Jednym z ciekawszych rozwiązań, wpływającym na poprawę tego stanu rzeczy są mobilne jednostki technologii przetwarzania odpadów energetycznych w miejscu składowania, bez konieczności przewożenia ich do zakładów gospodarki komunalnej.

– Producenci energii z odpadów na pewno nie zaspokoją całego zapotrzebowania gospodarki. Dzisiejsze technologie jeszcze nie są w stanie wytworzyć pełnego bilansu, ale bez wątpienia jest to kierunek, w którym jako świat musimy podążać. To się po prostu opłaca – z jednej strony zmniejszamy ilości odpadów, które trafiają na składowiska, a jednocześnie uczestniczymy w procesie produkcji energii elektrycznej z odnawialnych źródeł czy, poprzez ich recykling, tworzymy nowe produkty dla wielu branż, np. produkcji paliw, czy dla budownictwa. Co ważne, spektrum powstających wyrobów jest szerokie i można je dynamicznie zmieniać i modyfikować, w zależności od aktualnego zapotrzebowania rynku na poszczególne surowce – mówi Jarosław Grobelny, Prezes Zarządu Intereko Energia Sp. z o.o., łódzkiego przedsiębiorstwa, które od 2013 r., aktywnie działa na polu zagospodarowania odpadów poprzez ich przetwarzanie oraz odzysk energetyczny. Firma oferuje szyte na miarę nowatorskie i kompleksowe usługi. Realizuje projekty w kraju i za granicą, obejmujące m.in. oczyszczanie osadów dennych zbiorników wodnych, neutralizację gleby na terenach przemysłowych, kolejowych czy lotniskach, rekultywację wysypisk oraz czyszczenie zbiorników oczyszczalni.

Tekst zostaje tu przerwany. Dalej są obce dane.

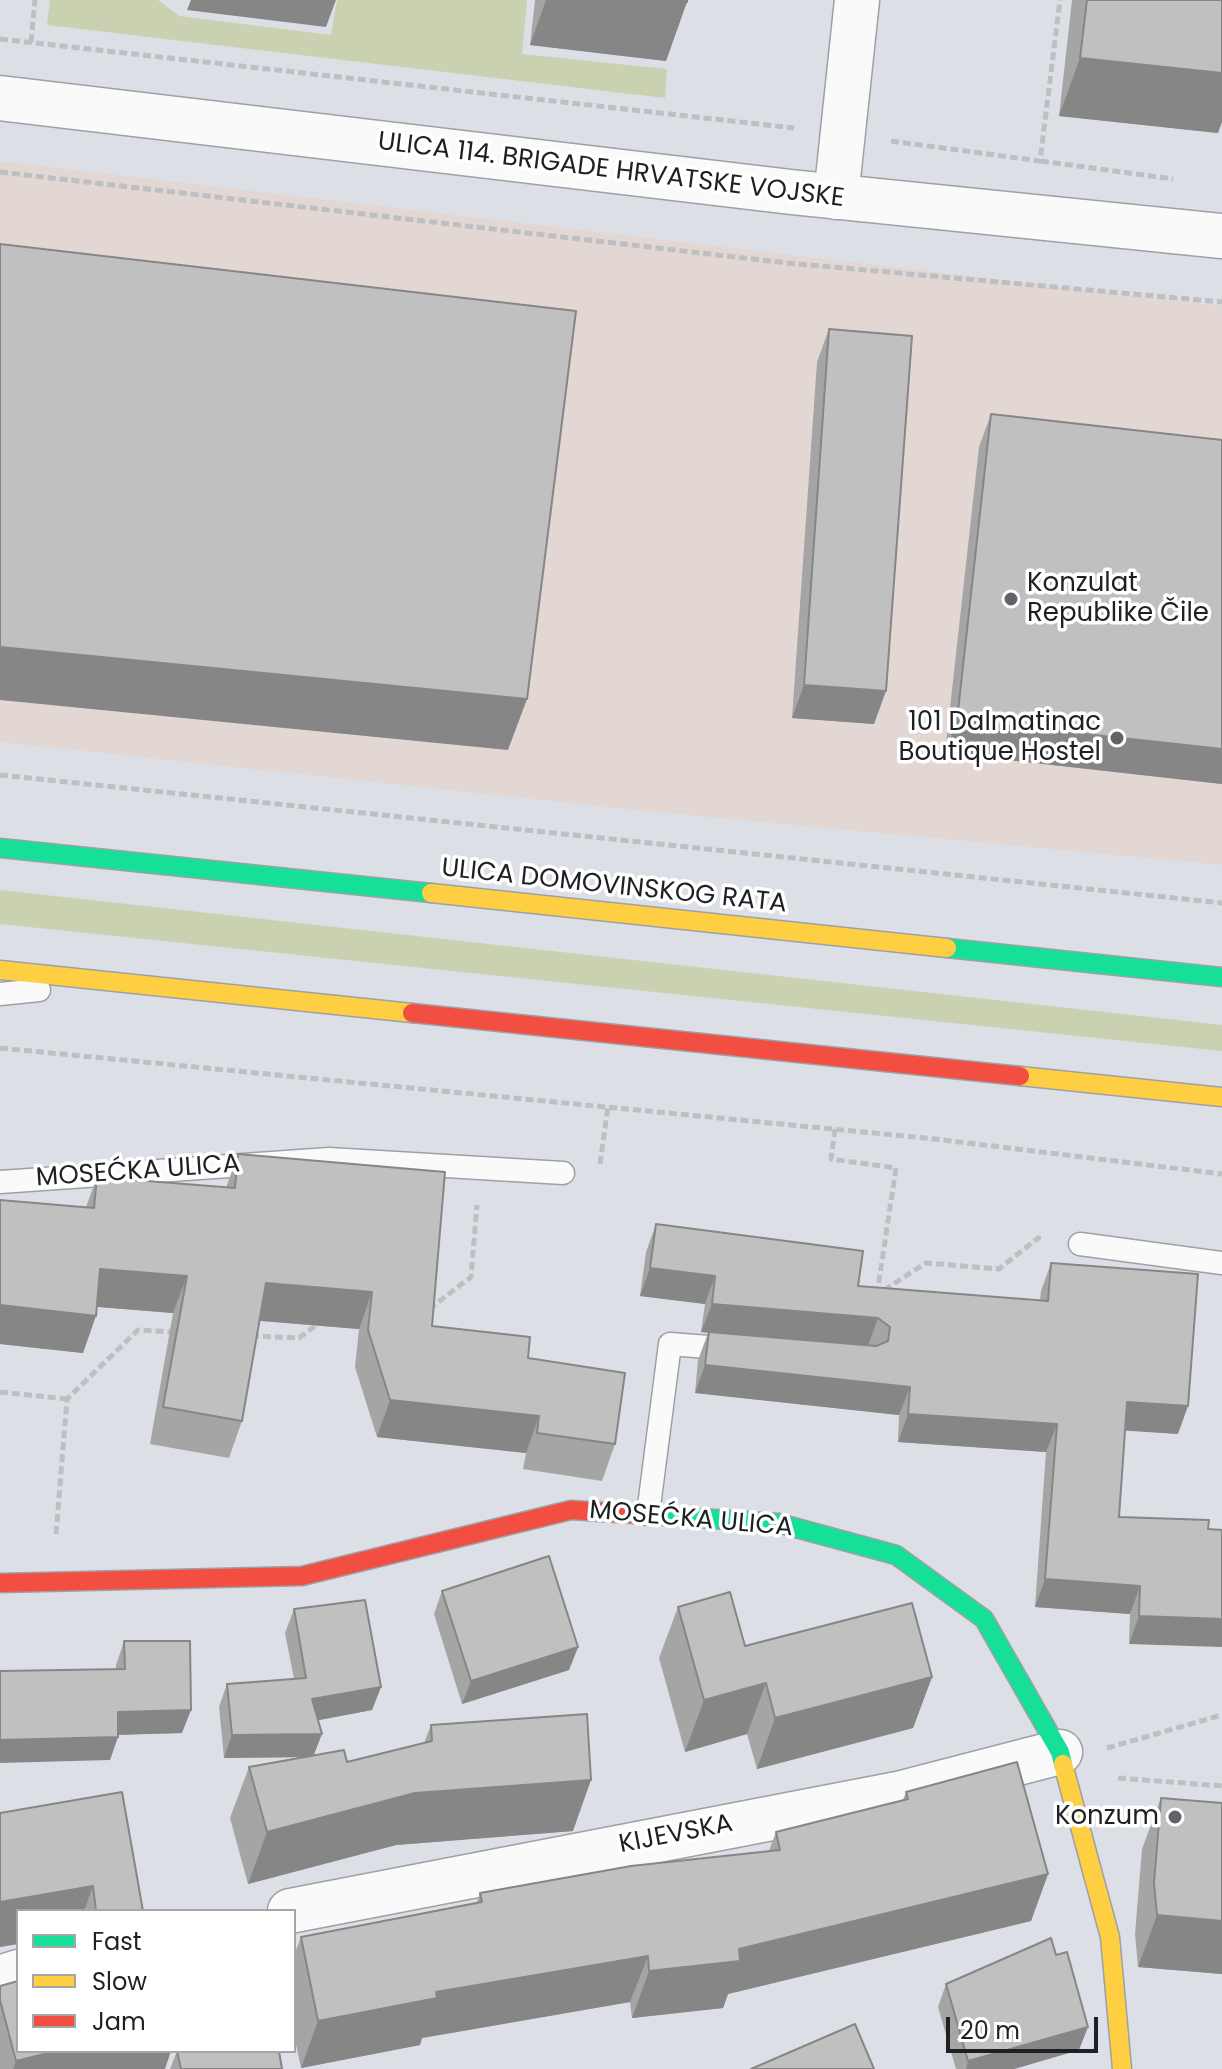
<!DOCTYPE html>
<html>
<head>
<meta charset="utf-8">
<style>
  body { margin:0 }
  #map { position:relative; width:1222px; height:2069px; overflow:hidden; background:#dce0e6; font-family:Poppins,sans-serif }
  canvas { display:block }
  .legend { position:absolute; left:16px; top:1909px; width:280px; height:144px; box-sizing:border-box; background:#fff; border:2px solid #a5a6a7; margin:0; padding:10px 14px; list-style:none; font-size:24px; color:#1e2124 }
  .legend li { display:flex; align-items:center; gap:16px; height:40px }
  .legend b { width:40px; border:2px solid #a5a6a7 }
  .scale { position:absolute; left:946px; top:2017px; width:152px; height:36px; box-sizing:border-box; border:4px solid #1e2124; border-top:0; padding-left:10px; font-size:24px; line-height:28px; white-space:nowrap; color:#1e2124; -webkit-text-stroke:6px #fff; paint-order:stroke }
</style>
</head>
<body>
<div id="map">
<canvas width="1222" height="2069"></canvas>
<ul class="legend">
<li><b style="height:10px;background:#16e098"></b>Fast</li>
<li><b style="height:10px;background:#ffcf43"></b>Slow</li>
<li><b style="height:10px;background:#f24e42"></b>Jam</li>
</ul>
<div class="scale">20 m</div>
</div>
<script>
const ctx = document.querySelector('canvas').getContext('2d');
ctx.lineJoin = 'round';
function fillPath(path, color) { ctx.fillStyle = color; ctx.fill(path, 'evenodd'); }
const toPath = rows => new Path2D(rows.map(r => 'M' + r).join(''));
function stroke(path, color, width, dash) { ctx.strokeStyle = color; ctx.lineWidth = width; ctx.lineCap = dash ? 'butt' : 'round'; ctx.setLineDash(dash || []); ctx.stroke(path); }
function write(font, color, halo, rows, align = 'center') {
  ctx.font = font + ' Poppins,sans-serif'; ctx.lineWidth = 7; ctx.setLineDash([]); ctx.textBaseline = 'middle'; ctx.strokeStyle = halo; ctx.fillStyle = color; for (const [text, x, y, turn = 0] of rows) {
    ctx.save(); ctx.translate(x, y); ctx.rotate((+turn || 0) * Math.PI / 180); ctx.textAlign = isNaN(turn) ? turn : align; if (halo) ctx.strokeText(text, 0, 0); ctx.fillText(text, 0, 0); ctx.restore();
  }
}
fillPath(toPath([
  [0,161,1222,306,1222,865,644,811,0,742]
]), '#e2d7d3');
fillPath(toPath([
  [50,0,158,0,179,16,331,35,337,0,527,0,522,54,667,69,665,98,47,25],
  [0,890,1222,1025,1222,1051,0,924]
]), '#c9d1b1');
const lane = toPath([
  [0,994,39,990],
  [0,1182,329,1159,563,1173],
  [1080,1244,1222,1263],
  [648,1514,670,1344,733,1349]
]);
const street = toPath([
  [0,98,791,192,1222,236],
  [836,197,857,0],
  [290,1911,902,1793,1060,1752],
  [0,1978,18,1972]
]);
const fast = toPath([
  [0,848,431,893],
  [947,948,1222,977],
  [650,1515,778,1523,896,1555,984,1619,1060,1752,1063,1764]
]);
const slow = toPath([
  [431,893,947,948],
  [0,970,412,1013],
  [1020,1076,1222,1097],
  [1063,1764,1110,1937,1122,2069]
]);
const jam = toPath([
  [412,1013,1020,1076],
  [0,1583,302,1576,571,1510,650,1515]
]);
stroke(lane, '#9da0a5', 25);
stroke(street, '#9da0a5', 47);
stroke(fast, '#9da0a5', 21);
stroke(slow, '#9da0a5', 21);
stroke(jam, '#9da0a5', 21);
stroke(toPath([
  [0,39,794,128],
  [31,42,35,0],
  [891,141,1040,161,1060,0],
  [1041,161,1173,179],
  [0,172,787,263,1222,302],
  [0,775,1222,903],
  [0,1048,935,1139,1222,1174],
  [835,1129,831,1159,896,1168,877,1294],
  [600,1164,608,1106],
  [884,1290,926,1263,999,1269,1038,1238,1043,1239],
  [429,1309,471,1277,477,1205],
  [251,1336,299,1338,320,1322],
  [0,1392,67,1399],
  [56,1534,67,1399,138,1330,173,1332],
  [1107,1748,1222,1715],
  [1118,1778,1222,1786]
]), '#bdbfc1', 5, [8, 4]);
stroke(lane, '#fafafb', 22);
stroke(street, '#fafafb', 44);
stroke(fast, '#16e098', 18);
stroke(slow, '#ffcf43', 18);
stroke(jam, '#f24e42', 18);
fillPath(toPath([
  [535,0,687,0,666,61,530,45],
  [1072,0,1222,0,1218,133,1059,116],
  [829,329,874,724,792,718,817,362],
  [991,414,1222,440,1222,784,945,753,979,447],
  [238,1154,432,1326,528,1358,615,1444,602,1481,523,1469,526,1453,377,1437,355,1367,359,1329,259,1321,242,1421,229,1458,150,1444,173,1313,97,1307,83,1353,0,1344,0,1200,86,1207,97,1177,226,1188],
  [656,1224,858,1286,1040,1300,1041,1291,1051,1263,1178,1434,1125,1430,1119,1517,1209,1520,1129,1644,1130,1614,1035,1607,1046,1452,898,1442,899,1415,695,1393,698,1360,708,1333,701,1332,705,1304,640,1296,646,1252],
  [442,1591,578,1647,569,1670,462,1704,434,1614],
  [678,1607,745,1646,932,1677,913,1728,757,1769,747,1734,685,1752,659,1658],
  [294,1609,381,1687,372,1710,318,1720,314,1755,347,1762,424,1743,431,1725,573,1831,396,1845,248,1884,230,1818,249,1767,301,1757,224,1758,219,1707,227,1684,294,1679,285,1633],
  [124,1641,182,1733,118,1735,110,1760,116,1665],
  [906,1792,1048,1874,1031,1921,728,1994,723,2008,632,2018,630,2002,422,2038,420,2045,301,2068,294,2035,294,1955,301,1937,477,1902,480,1893,769,1851,776,1832,903,1800],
  [1161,1798,1222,1803,1222,1974,1138,1967,1135,1934,1142,1849],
  [0,1813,143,1911,18,1911,18,1944,0,1947],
  [946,1984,1079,2050,1014,2069,956,2069,938,2007],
  [0,1986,165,2069,0,2069],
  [177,2051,282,2069,170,2069]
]), '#a5a5a6');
fillPath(toPath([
  [191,0,336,0,326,27,187,10],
  [546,0,668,0,687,2,666,61,530,45],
  [1080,58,1222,73,1222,122,1218,133,1059,116],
  [0,647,527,699,508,750,0,700],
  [804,685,886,691,874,724,792,718],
  [957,720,1222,749,1222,784,945,753],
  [650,1268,715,1276,705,1304,640,1296],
  [100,1269,187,1276,173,1313,87,1306],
  [266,1283,372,1292,359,1329,252,1320],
  [712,1304,878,1318,868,1346,701,1332],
  [0,1305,96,1316,83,1353,0,1344],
  [705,1365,910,1387,899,1415,695,1393],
  [390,1400,539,1416,526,1453,377,1437],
  [1127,1402,1188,1406,1178,1434,1117,1430],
  [908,1414,1057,1424,1046,1452,898,1442],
  [1045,1579,1140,1586,1130,1614,1035,1607],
  [1139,1616,1222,1619,1222,1647,1129,1644],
  [578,1647,569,1670,462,1704,471,1681],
  [932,1677,913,1728,757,1769,775,1718],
  [766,1683,747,1734,685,1752,704,1700],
  [381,1687,372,1710,304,1723,312,1699],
  [191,1710,182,1733,109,1735,118,1712],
  [322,1734,313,1757,224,1758,232,1735],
  [118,1737,110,1760,0,1763,0,1740],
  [591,1780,573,1831,396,1845,248,1884,267,1832,415,1793],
  [1048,1874,1031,1921,728,1994,723,2008,632,2018,649,1971],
  [93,1886,84,1911,18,1911,18,1944,0,1947,0,1902],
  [1157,1915,1222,1921,1222,1974,1138,1967],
  [648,1956,630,2002,422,2038,420,2045,301,2068,318,2021,436,1992],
  [1088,2027,1079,2050,1014,2069,966,2069,968,2061],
  [56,2051,171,2051,165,2069,13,2069,16,2061]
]), '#868687');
const building = toPath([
  [668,0,687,0,687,2,668,0],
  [1087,0,1222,0,1222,73,1080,58,1087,0],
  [0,244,576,311,527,699,0,647,0,244],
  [829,329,912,336,886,691,804,685,829,329],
  [991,414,1222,440,1222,749,957,720,991,414],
  [238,1154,445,1172,432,1326,530,1337,528,1358,625,1373,615,1444,537,1433,539,1416,390,1400,368,1330,372,1292,266,1283,242,1421,163,1407,187,1276,100,1269,96,1316,0,1305,0,1200,94,1208,97,1177,235,1188,238,1154],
  [656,1224,863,1251,858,1286,1048,1301,1051,1263,1198,1274,1188,1406,1127,1402,1119,1517,1209,1520,1208,1529,1222,1530,1222,1619,1139,1616,1140,1586,1045,1579,1057,1424,908,1414,910,1387,705,1365,709,1332,876,1346,888,1341,890,1327,878,1318,712,1304,715,1276,650,1268,656,1224],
  [549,1556,578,1647,471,1681,442,1591,549,1556],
  [730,1592,745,1646,912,1603,932,1677,775,1718,766,1683,704,1700,678,1607,730,1592],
  [365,1600,381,1687,312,1699,322,1734,232,1735,227,1684,306,1678,294,1609,365,1600],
  [124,1641,190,1641,191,1710,118,1712,118,1737,0,1740,0,1671,125,1669,124,1641],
  [587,1714,591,1780,415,1793,267,1832,249,1767,344,1750,347,1762,432,1741,431,1725,587,1714],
  [1017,1762,1048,1874,739,1949,740,1961,649,1971,648,1956,436,1992,437,1998,318,2021,301,1937,482,1902,480,1893,631,1866,780,1850,776,1832,908,1799,906,1792,1017,1762],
  [122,1792,143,1911,96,1911,93,1886,0,1902,0,1813,122,1792],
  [1161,1798,1222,1803,1222,1921,1157,1915,1154,1883,1161,1798],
  [1051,1938,1056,1955,1067,1952,1088,2027,968,2061,946,1984,1051,1938],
  [18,1981,18,2051,56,2051,16,2061,0,2000,0,1986,18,1981],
  [855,2024,874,2069,751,2069,855,2024],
  [177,2051,279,2051,282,2069,181,2069,177,2051]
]);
fillPath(building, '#c0c0c1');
stroke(building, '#868687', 2);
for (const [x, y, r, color] of [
  [1011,599,8,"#606468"],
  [1117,738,8,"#606468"],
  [1175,1817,8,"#606468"]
]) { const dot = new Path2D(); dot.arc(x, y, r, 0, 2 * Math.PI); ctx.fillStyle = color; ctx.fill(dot); stroke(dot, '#fff', 3); }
write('26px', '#1e2124', '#fff', [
  ["ULICA 114. BRIGADE HRVATSKE VOJSKE",611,171,7],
  ["ULICA DOMOVINSKOG RATA",614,887,6],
  ["MOSEĆKA ULICA",138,1172,-4],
  ["MOSEĆKA ULICA",691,1520,5],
  ["KIJEVSKA",676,1835,-11]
]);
write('26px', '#1e2124', '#fff', [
  ["Konzulat",1027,584,"left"],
  ["Republike Čile",1027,614,"left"],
  ["101 Dalmatinac",1101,723],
  ["Boutique Hostel",1101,753],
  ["Konzum",1159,1817]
], 'right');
</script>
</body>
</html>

Odpady to nie śmieci, ale surowiec energetyczny

Fot. materiały prasowe

Zagospodarowanie odpadów jest doskonałym uzupełnieniem zapotrzebowania na energię elektryczną i cieplną. Potencjał jest tak duży, jak powstające ilości surowców, kwalifikujących się do takiego recyklingu, czyli przy dzisiejszej nadprodukcji dóbr, właściwie nieograniczony. – Najwyższy czas, aby w pełni uświadomić sobie, że odpady to nie śmieci, tylko materiał energetyczny. Musimy jako społeczeństwo wykorzystywać tę wiedzę globalnie. Niestety, w Unii Europejskiej obowiązują buble prawne, które uniemożliwiają wdrażanie instalacji przetwarzania odpadów w energię na masową skalę. Proces inwestycyjny trwa do 5 lat, a obejmuje nie tyle samą realizację inwestycji, co pozyskanie wszelkich decyzji i sprostanie niezliczonej liczbie procedur – zaznacza Jarosław Grobelny, i dodaje: – Administracyjne, przysłowiowe „kłody rzucane pod nogi” można mnożyć. Problematyczne jest pozyskiwanie samych odpadów, które mają właściwości energetyczne, od przedsiębiorstw komunalnych. Wreszcie, nadal problemem jest niedoinwestowana i niewydolna infrastruktura przesyłowa. Naszą intencją jest stałe wywieranie wpływu na uczestników gospodarki, aby zmieniali perspektywę i postrzegali odpady nie jako śmieci, ale surowiec energetyczny lub komponenty do wytwarzania nowych produktów. Jeśli to nam się uda, to będzie to dopiero połowa sukcesu, bowiem kwestia ta jest ważna nie tylko w kontekście gospodarki odpadami, ale też nadal za mało doinwestowanego systemu przesyłu energii z odnawialnych źródeł. Jako branża od dawna postulujemy o pilny rozwój infrastruktury przesyłowej i dystrybucyjnej, która w Polsce jest na skraju wydolności. Jako producenci czekamy na systemowe rozwiązania na poziomie krajowym.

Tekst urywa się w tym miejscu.